Among them was how you could take a small charge, combine it with sawdust, flour or similar material and create an explosion many magnitudes greater. We learned to move armored vehicles mired in mud with just muscle, ropes and levers. Leveraging small things to effect great things
I have always been fascinated by science-y things. As a kid, I marvelled at the displays at the St. Louis Science Museum – then the Museum of Science and Natural History. I loved how the artists and engineers created displays that moved, lit up and demonstrated how things worked. I enjoyed making dioramas and models. I revelled in science fairs, coming up with ways to explain to strangers what I was demonstrating.
My mom was a typesetter (before there was such a thing as desktop publishing) and layout artist. I picked up the skill and worked at a local newspaper before enlisting in the Army.

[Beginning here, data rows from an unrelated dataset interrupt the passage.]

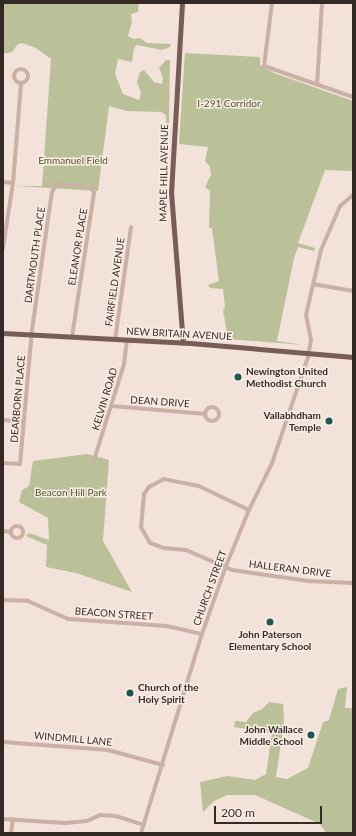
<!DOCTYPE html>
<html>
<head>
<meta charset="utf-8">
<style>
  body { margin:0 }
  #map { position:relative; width:356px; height:836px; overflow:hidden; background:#f2e2d9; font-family:Lato,sans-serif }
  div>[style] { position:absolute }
  .green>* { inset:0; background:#bac199 }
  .minor>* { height:4px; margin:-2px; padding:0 2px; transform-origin:2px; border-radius:2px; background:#cab0a5 }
  .minor>.ring { margin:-2px; padding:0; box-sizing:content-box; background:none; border:4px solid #cab0a5; border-radius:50% }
  .major>* { height:5px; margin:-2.5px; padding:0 2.5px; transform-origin:2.5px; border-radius:2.5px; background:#785d57 }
  .dots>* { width:11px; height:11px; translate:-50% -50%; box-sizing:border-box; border:2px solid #faede5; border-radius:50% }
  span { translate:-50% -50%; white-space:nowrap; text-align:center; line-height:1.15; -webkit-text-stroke:3px #faede5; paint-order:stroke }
  .park-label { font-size:10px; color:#4b542a }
  .street-label { font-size:10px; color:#352926 }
  .poi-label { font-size:10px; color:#352926; font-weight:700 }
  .left { translate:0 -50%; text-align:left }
  .right { translate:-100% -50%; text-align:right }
  .frame { position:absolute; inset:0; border:4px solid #352926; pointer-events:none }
  .scale { position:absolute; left:214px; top:806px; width:108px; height:18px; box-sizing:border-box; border:2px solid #352926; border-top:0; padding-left:5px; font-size:12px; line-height:14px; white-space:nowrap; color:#352926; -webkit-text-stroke:3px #faede5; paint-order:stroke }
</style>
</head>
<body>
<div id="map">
  <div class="green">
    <i style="clip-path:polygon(3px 3px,139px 3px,138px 12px,131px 14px,132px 22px,128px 36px,134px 39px,140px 38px,147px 43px,171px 44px,170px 47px,162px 50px,137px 45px,134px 48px,132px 62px,118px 59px,115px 74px,123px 94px,139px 100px,141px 93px,137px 82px,140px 72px,144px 70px,154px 82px,162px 84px,163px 78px,159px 68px,166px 60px,170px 60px,169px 126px,166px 129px,166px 115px,161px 112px,127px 111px,109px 106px,98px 191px,16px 186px,42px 186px,51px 59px,36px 48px,22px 43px,18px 44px,12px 52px,3px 54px)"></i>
    <i style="clip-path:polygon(185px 53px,260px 57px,260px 65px,274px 73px,353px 101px,353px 171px,325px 170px,298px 243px,315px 248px,314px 251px,298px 247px,294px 258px,277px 341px,303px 345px,228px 339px,223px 310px,225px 307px,223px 289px,210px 288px,208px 285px,219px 281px,212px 228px,209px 228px,210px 191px,205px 187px,211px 175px,210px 167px,205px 161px,208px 147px,179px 144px)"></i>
    <i style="clip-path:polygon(87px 454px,109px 460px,103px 541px,132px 592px,76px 573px,46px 567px,47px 545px,26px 536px,29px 533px,49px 540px,48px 518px,19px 502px,22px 490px,29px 486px,33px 461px)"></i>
    <i style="clip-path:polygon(347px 687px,345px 708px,353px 708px,353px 833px,326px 833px,320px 824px,255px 795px,227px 795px,214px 801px,203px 812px,200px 782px,228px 776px,255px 780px,266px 774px,272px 733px,234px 727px,235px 721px,246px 722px,253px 713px,262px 709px,269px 702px,283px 704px,284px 722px,276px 777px,287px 779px,308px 768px,323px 722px,329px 720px,338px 689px)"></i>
  </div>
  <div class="minor">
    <i style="left:272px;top:3px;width:64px;rotate:97.2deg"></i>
    <i style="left:264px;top:66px;width:94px;rotate:19.2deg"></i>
    <i class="ring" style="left:14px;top:69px;width:10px;height:10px"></i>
    <i style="left:317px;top:85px;width:82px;rotate:-86.5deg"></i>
    <i style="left:3px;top:182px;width:10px;rotate:6deg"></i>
    <i style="left:3px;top:248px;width:66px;rotate:-81.3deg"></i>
    <i style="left:13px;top:183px;width:100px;rotate:-85.4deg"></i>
    <i style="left:313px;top:284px;width:41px;rotate:9.9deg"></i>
    <i style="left:115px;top:340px;width:114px;rotate:-81.9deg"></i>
    <i style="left:112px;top:406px;width:94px;rotate:4.9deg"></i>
    <i class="ring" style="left:205px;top:407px;width:10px;height:10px"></i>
    <i style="left:3px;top:420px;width:21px;rotate:5deg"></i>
    <i style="left:94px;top:460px;width:101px;rotate:-72.6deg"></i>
    <i style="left:124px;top:364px;width:24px;rotate:-83deg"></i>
    <i style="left:3px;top:463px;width:17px;rotate:3deg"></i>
    <i style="left:20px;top:464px;width:135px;rotate:-84.9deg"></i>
    <i style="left:32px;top:330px;width:139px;rotate:-81.8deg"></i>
    <i style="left:52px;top:192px;width:8px;rotate:-60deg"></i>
    <i style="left:56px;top:185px;width:4px;rotate:-14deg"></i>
    <i style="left:60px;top:184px;width:31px;rotate:6deg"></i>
    <i style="left:91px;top:187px;width:7px;rotate:63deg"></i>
    <i style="left:94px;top:193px;width:146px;rotate:98.7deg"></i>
    <i style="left:249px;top:510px;width:55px;rotate:-154.4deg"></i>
    <i style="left:199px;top:486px;width:36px;rotate:-169deg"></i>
    <i style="left:164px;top:479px;width:17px;rotate:152deg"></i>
    <i style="left:149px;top:487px;width:9px;rotate:126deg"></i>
    <i style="left:144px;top:494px;width:33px;rotate:95deg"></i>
    <i style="left:141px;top:527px;width:18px;rotate:61deg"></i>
    <i style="left:150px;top:543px;width:15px;rotate:20deg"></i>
    <i style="left:164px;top:548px;width:22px;rotate:5deg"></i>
    <i style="left:186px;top:550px;width:50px;rotate:23.5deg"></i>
    <i style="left:232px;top:570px;width:77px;rotate:8.2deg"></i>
    <i style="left:308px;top:581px;width:45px;rotate:2.5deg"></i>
    <i class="ring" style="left:11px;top:526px;width:8px;height:8px"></i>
    <i style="left:3px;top:531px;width:8px;rotate:7deg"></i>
    <i style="left:3px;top:600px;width:25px;rotate:2deg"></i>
    <i style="left:28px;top:601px;width:44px;rotate:24.2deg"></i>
    <i style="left:68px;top:619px;width:99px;rotate:4deg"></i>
    <i style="left:167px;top:626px;width:36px;rotate:13deg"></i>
    <i style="left:3px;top:742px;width:105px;rotate:4.4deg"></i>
    <i style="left:108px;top:750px;width:57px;rotate:15.3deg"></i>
    <i style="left:3px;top:819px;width:62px;rotate:3.7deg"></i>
    <i style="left:65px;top:823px;width:22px;rotate:-5deg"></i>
    <i style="left:87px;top:821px;width:14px;rotate:-25deg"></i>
    <i style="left:100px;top:815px;width:16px;rotate:4deg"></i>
    <i style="left:116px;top:816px;width:29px;rotate:18deg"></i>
    <i style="left:11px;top:833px;width:14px;rotate:-82deg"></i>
    <i style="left:141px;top:833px;width:208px;rotate:-73deg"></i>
    <i style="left:202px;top:634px;width:72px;rotate:-70.6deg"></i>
    <i style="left:226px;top:566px;width:61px;rotate:-67.7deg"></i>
    <i style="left:249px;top:510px;width:52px;rotate:-63.9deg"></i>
    <i style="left:272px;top:463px;width:112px;rotate:-71.2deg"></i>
    <i style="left:308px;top:357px;width:17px;rotate:-80deg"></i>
    <i style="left:311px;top:340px;width:25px;rotate:-101deg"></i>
    <i style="left:306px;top:315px;width:67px;rotate:-77deg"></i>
    <i style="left:321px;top:250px;width:48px;rotate:-66.6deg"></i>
    <i style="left:340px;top:206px;width:17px;rotate:-40deg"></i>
  </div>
  <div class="major">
    <i style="left:182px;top:3px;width:189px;rotate:93.3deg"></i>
    <i style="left:171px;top:192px;width:151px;rotate:85.5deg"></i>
    <i style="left:3px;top:333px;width:187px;rotate:3.1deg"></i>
    <i style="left:190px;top:343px;width:164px;rotate:4.9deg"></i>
  </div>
  <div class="dots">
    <i style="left:238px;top:377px;background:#1b5852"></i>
    <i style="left:329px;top:421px;background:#1b5852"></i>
    <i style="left:270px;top:622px;background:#1b5852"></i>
    <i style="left:130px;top:693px;background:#1b5852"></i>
    <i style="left:311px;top:735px;background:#1b5852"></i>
  </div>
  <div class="park-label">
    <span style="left:229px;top:104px">I-291 Corridor</span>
    <span style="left:73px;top:161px">Emmanuel Field</span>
    <span style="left:71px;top:493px">Beacon Hill Park</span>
  </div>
  <div class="street-label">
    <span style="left:164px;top:173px;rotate:-89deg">MAPLE HILL AVENUE</span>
    <span style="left:78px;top:247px;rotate:-81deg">ELEANOR PLACE</span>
    <span style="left:35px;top:255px;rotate:-82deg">DARTMOUTH PLACE</span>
    <span style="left:115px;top:282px;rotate:-82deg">FAIRFIELD AVENUE</span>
    <span style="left:179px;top:334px;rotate:3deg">NEW BRITAIN AVENUE</span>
    <span style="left:18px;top:399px;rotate:-85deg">DEARBORN PLACE</span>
    <span style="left:105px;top:399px;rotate:-73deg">KELVIN ROAD</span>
    <span style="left:160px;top:402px;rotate:4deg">DEAN DRIVE</span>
    <span style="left:290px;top:569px;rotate:7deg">HALLERAN DRIVE</span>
    <span style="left:210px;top:588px;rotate:-70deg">CHURCH STREET</span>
    <span style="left:114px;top:614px;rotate:4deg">BEACON STREET</span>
    <span style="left:73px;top:739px;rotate:5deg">WINDMILL LANE</span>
  </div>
  <div class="poi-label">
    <span class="left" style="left:246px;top:377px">Newington United<br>Methodist Church</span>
    <span class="right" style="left:321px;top:421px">Vallabhdham<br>Temple</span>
    <span style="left:270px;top:640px">John Paterson<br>Elementary School</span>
    <span class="left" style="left:138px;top:693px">Church of the<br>Holy Spirit</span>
    <span class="right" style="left:303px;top:735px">John Wallace<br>Middle School</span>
  </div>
  <div class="frame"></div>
  <div class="scale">200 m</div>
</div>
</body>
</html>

While in the Army, along with learning how to build stuff and blow it up, I was tasked with re-writing the student handouts used to train soldiers on my particular specialty – creating aggregate products in a quarry. I sketched, I wrote, I revised. It was a big deal, since about half of the training was learning how to use dangerous things safely, things like rock drills, rock crushers and dynamite. Mistakes with such things can end a life. The handouts I made were still in use over 10 years after I left the service, and may still be in use today.
In the field as an Engineer, you do not always have all the things you wish you had, so you have to improvise. I have always been fairly adept at thinking my way out of problems and finding a winning pathway through a dilemma.
After leaving the service, I worked in construction, running my own business, and apparently inspiring Jeff on his own entrepreneurial path (ask him to blog about it – it makes me seem wise.) I had to promote my own business, working home and garden shows, creating my own ads and so on and so forth. I found I liked promoting my business more than doing the construction part, so I took my self-taught graphic art and desktop publishing skills to the marketplace.
When the Internet took off, Jeff suggested to me that I get in on it, and he helped me build my first few websites. I taught myself HTML and other web-related technologies, which lead to jobs in marketing, because websites are fantastic marketing tools if they are built well. Over the years I have worked as webmaster, software engineer, mostly in the marketing arm of large companies.
While I find the technical aspects of technology interesting, what I find most interesting is using the web (and related technology) to communicate, to inform, explain and persuade.
In my role now as Chief Technical Officer, it is my job to make sure marketing technology serves the needs of our clients. Our team at TCU work to make big improvements for clients by leveraging small things.